Fresnillo holds the cleaner structural position, with growth as the main driver and stability adding further support. Robinhood Markets does not offset that deficit through any equally strong structural edge elsewhere. On the market side, Fresnillo is in better shape — its trend is intact while Robinhood Markets's trend has broken down. That puts structure and market broadly in agreement — Fresnillo's lead looks more confirmed than conflicted.
The comparison is based on similar long-term financial trajectories, not sector labels. Peer scores are normalised within each company's primary universe (FRES.L: STOXX 600, HOOD: Russell 1000).
The result is anchored in growth, but stability also reinforces the same direction. Fresnillo plc leads by 16 points on the overall comparison score.
This pair is matched through long-term financial trajectory similarity within the selected peer universe.
A moderate similarity means the pair is structurally comparable, but not a near-twin trajectory match.
The match is driven mainly by operating margin level and investment intensity.
Scores reflect position relative to comparable companies with similar long-term financial trajectories.
Score differences across key dimensions.
Left means cheaper relative valuation. Higher means stronger structure.
Fresnillo plc looks stronger on relative valuation, while the broader price setup remains mixed.
Valuation position uses peer-relative PE percentile (idx_pct_pe) where available.
Earnings growth is one contributing factor within the growth lead.
Stability adds another layer of support rather than leaving the result tied to growth alone.
Growth is the clearest driver, and stability also supports Fresnillo plc's broader structural position.

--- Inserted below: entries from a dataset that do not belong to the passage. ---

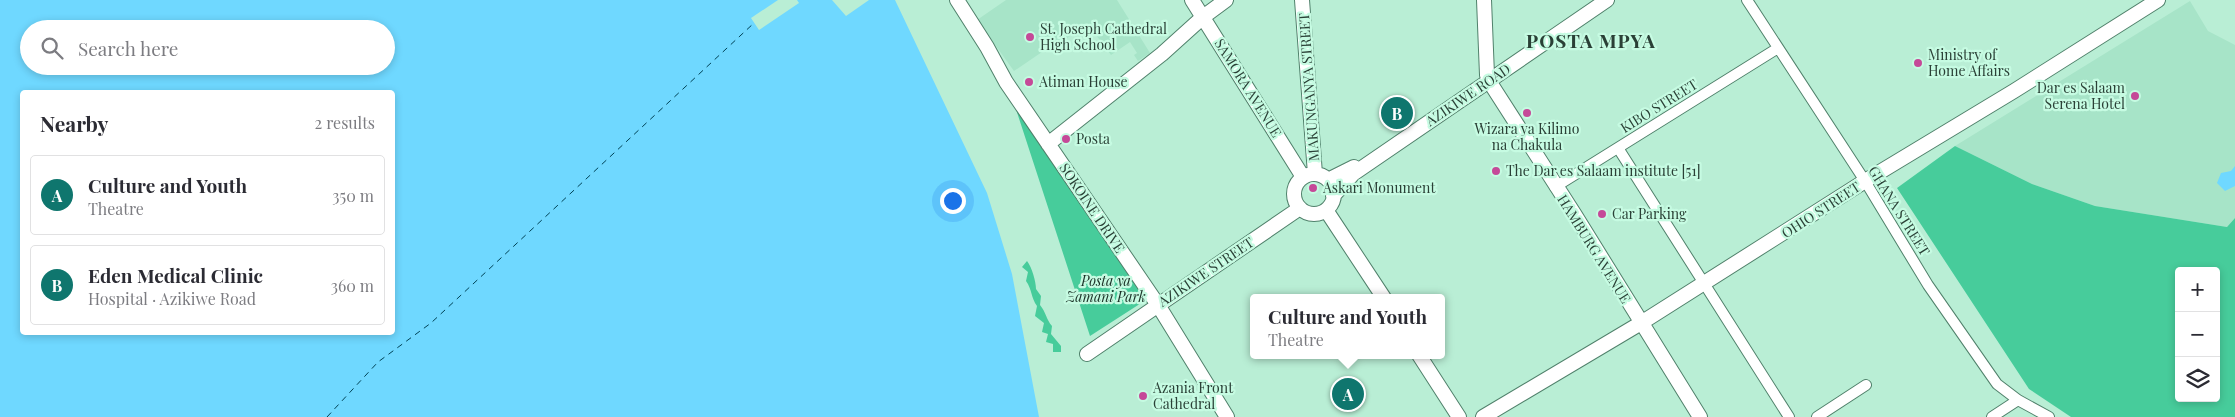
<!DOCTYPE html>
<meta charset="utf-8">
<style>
body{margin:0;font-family:"Playfair Display",serif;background:#f7f7f7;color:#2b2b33}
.controls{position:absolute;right:15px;bottom:15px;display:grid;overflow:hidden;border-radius:5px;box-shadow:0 2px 8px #0003}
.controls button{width:45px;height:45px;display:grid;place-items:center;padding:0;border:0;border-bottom:1px solid #e1e1e2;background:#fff;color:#2b2b33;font:25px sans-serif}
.you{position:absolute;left:952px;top:200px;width:18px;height:18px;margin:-12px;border:4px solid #fff;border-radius:50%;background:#1a73e8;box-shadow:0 0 0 8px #1a73e833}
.badge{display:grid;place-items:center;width:32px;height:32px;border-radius:50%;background:#0f766e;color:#fff;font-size:16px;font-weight:700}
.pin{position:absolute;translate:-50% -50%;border:2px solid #fff;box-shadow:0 1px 5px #0006}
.popup{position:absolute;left:1250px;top:294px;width:195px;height:65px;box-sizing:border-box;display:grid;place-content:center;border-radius:5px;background:#fff;filter:drop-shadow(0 1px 4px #0005);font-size:16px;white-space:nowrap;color:#7c7c81}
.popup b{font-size:19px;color:#2b2b33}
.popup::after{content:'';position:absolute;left:50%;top:100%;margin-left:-10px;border:10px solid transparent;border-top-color:#fff}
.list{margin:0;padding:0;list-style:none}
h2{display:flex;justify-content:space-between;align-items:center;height:65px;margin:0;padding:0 20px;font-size:21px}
h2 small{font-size:16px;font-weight:400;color:#7c7c81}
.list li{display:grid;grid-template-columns:32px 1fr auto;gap:15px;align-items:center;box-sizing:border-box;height:80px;margin:0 10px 10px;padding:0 10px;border:1px solid #e1e1e2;border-radius:5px}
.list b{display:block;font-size:19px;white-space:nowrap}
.list p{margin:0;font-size:16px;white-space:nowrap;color:#7c7c81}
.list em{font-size:16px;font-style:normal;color:#7c7c81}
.icon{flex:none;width:28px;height:28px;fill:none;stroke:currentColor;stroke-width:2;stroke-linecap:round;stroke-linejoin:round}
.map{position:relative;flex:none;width:2235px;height:417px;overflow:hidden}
.search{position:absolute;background:#fff;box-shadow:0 2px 8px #0003;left:20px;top:20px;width:375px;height:55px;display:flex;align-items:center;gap:12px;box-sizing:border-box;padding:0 18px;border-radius:28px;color:#7c7c81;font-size:19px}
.panel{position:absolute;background:#fff;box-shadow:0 2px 8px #0003;left:20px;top:90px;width:375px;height:245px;border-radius:5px}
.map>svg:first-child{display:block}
.built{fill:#a7e4c8}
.green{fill:#47cc9b;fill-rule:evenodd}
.water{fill:#6fd8ff;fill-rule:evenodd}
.pier{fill:#b9eed5}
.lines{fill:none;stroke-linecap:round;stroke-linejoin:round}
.ferry{stroke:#004357;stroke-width:1;stroke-dasharray:6 5;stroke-linecap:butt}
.street-casing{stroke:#50816b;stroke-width:12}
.secondary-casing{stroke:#50816b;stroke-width:16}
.street{stroke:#fff;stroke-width:10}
.secondary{stroke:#fff;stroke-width:14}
.poi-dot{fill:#c54998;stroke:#c6fbe2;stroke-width:2}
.labels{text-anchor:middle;stroke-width:4.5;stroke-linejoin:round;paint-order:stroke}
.poi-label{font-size:14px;fill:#2a4036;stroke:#c6fbe2;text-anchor:start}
.street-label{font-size:14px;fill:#2a4036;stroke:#c6fbe2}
.park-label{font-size:14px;font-style:italic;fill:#1b3127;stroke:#c6fbe2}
.district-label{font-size:19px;font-weight:bold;letter-spacing:1px;fill:#2a4036;stroke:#c6fbe2}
</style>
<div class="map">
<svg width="2235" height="417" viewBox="0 0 2235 417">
<rect width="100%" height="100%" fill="#b9eed5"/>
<!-- built -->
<path class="built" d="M1006,0H1117L1150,53L1138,61L1134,55L1137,53L1130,42L1111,55L1087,23L1066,39H1061L1014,71L977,20Z
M2190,1L2208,31L2235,45V218L2227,227L2095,206L2032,184L1955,146Z"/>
<!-- green -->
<path class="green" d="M1013,100L1149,298L1090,336Z
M1955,146L2032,184L2095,206L2227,227L2235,218V417H2071L2029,389L1897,188ZM2179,271H2216V398H2179Z
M1027,261C1032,267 1036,282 1036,289L1041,296L1040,305C1046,312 1046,319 1052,326L1051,334L1061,346V352H1053V344L1046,342L1048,334L1042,332L1044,323L1035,316L1037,306C1031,298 1032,289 1026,281L1028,272L1022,267Z"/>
<!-- water -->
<path class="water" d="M0,0H832L846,16L869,0H895L987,193L1012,274L1039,417H0ZM29,29H386V66H29ZM22,92H392V332H22Z
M2235,166V186L2225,191L2217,183L2221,173L2231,171Z"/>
<!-- pier -->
<path class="pier" d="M778,0H797L799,3L759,30L751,18Z"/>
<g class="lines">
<!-- ferry -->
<path class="ferry" d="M327,417L378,362L431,323L754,23"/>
<!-- street casing -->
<g class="street-casing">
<path id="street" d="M1747,0L1865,181L1928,285L1997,384L2018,400L2049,417
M1618,148L1789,417
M1555,187L1778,48
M1817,417L1866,385
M1992,417L2018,400"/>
</g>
<!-- secondary casing -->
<g class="secondary-casing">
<path id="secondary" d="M957,0L987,47L1006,82L1158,305L1227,417
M1192,0L1303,177
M1302,0L1315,174
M1484,0L1487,75L1489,81L1575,215L1700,417
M1048,144L1162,54L1203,17L1226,0
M1294 194a20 20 0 1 1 40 0a20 20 0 1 1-40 0Z
M1328,180L1354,167
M1333,196L1353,174L1607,0
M1326,210L1384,298
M1087,354L1300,208
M1419,355L1459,417
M1483,417L1641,323L1865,181L2014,91L2158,0"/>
</g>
<!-- street -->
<use href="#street" class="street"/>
<!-- secondary -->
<use href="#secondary" class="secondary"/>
</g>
<!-- markers -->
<g class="poi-dot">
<circle cx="1030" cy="37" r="5"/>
<circle cx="1918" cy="63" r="5"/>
<circle cx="1029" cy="82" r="5"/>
<circle cx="2135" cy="96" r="5"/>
<circle cx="1527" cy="113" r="5"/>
<circle cx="1066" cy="139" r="5"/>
<circle cx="1496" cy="171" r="5"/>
<circle cx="1313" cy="188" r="5"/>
<circle cx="1602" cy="214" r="5"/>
<circle cx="1143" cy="396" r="5"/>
</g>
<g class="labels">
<!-- poi labels -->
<g class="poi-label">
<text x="1040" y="34">St. Joseph Cathedral<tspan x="1040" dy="16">High School</tspan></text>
<text x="1928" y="60">Ministry of<tspan x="1928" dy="16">Home Affairs</tspan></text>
<text x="1039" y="87">Atiman House</text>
<text x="2125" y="93" text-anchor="end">Dar es Salaam<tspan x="2125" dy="16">Serena Hotel</tspan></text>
<text x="1527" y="134" text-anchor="middle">Wizara ya Kilimo<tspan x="1527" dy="16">na Chakula</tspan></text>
<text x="1076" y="144">Posta</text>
<text x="1506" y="176">The Dar es Salaam institute [51]</text>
<text x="1323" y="193">Askari Monument</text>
<text x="1612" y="219">Car Parking</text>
<text x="1153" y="393">Azania Front<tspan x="1153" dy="16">Cathedral</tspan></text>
</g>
<!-- street labels -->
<g class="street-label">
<text transform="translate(1309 87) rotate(-94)" y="5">MAKUNGANYA STREET</text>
<text transform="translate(1248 88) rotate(58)" y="5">SAMORA AVENUE</text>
<text transform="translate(1468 95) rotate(-34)" y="5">AZIKIWE ROAD</text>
<text transform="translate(1659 106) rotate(-32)" y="5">KIBO STREET</text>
<text transform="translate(1092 208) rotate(56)" y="5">SOKOINE DRIVE</text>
<text transform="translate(1821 210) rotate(-33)" y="5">OHIO STREET</text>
<text transform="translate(1899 211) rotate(58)" y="5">GHANA STREET</text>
<text transform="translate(1594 249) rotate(58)" y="5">HAMBURG AVENUE</text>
<text transform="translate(1206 272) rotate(-34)" y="5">AZIKIWE STREET</text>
</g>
<!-- park labels -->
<g class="park-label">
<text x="1106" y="286">Posta ya<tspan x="1106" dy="16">Zamani Park</tspan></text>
</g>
<!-- district labels -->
<g class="district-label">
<text x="1591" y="48">POSTA MPYA</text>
</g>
</g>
</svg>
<div class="controls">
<button>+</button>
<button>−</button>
<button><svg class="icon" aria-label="layers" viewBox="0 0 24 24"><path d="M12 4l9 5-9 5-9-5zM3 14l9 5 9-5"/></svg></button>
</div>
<div class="you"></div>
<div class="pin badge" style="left:1348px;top:394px">A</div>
<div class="popup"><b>Culture and Youth</b>Theatre</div>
<div class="pin badge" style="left:1397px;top:113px">B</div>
<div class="search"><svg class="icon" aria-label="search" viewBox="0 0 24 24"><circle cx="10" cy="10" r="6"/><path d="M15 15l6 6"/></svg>Search here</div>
<section class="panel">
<h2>Nearby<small>2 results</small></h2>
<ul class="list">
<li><span class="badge">A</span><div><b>Culture and Youth</b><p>Theatre</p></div><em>350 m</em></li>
<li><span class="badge">B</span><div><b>Eden Medical Clinic</b><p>Hospital · Azikiwe Road</p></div><em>360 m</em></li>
</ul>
</section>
</div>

Break down the FRES.L vs HOOD comparison across all dimensions with the full interactive tool.
Explore how FRES.L and HOOD each compare against other companies in their peer groups.
Rule-based, descriptive analysis only. Derived from peer percentile dimensions. Not investment advice. Peer groups are determined algorithmically based on structural similarity — not by sector classification alone.
AssetNext scores reflect each company's structural position within its functional peer group — not a ranking against all stocks simultaneously. Peers are identified by similarity across eight financial dimensions, including revenue growth trajectory, margin structure, capital intensity, and earnings stability. A score of 75 means the company ranks in the top quartile within its own peer group, not the entire market.
Four dimension scores drive the overall peer score: Growth (revenue trajectory and expansion dynamics), Quality (margin structure and capital efficiency), Valuation (peer-relative pricing on standard multiples), and Stability (earnings consistency and financial predictability). Each dimension is scored 0–100 relative to the peer group, then combined into an overall peer score using equal weighting.
Because scores are peer-relative, the same company can have slightly different scores in different index universes. On comparison pages, both companies are shown within their shared peer universe wherever possible — so the scores are directly comparable. The peer basis is stated on each score card.
Scores are recalculated periodically as underlying financial data is updated. All analysis is descriptive and rule-based — AssetNext describes structural realities and never issues buy, sell or hold recommendations.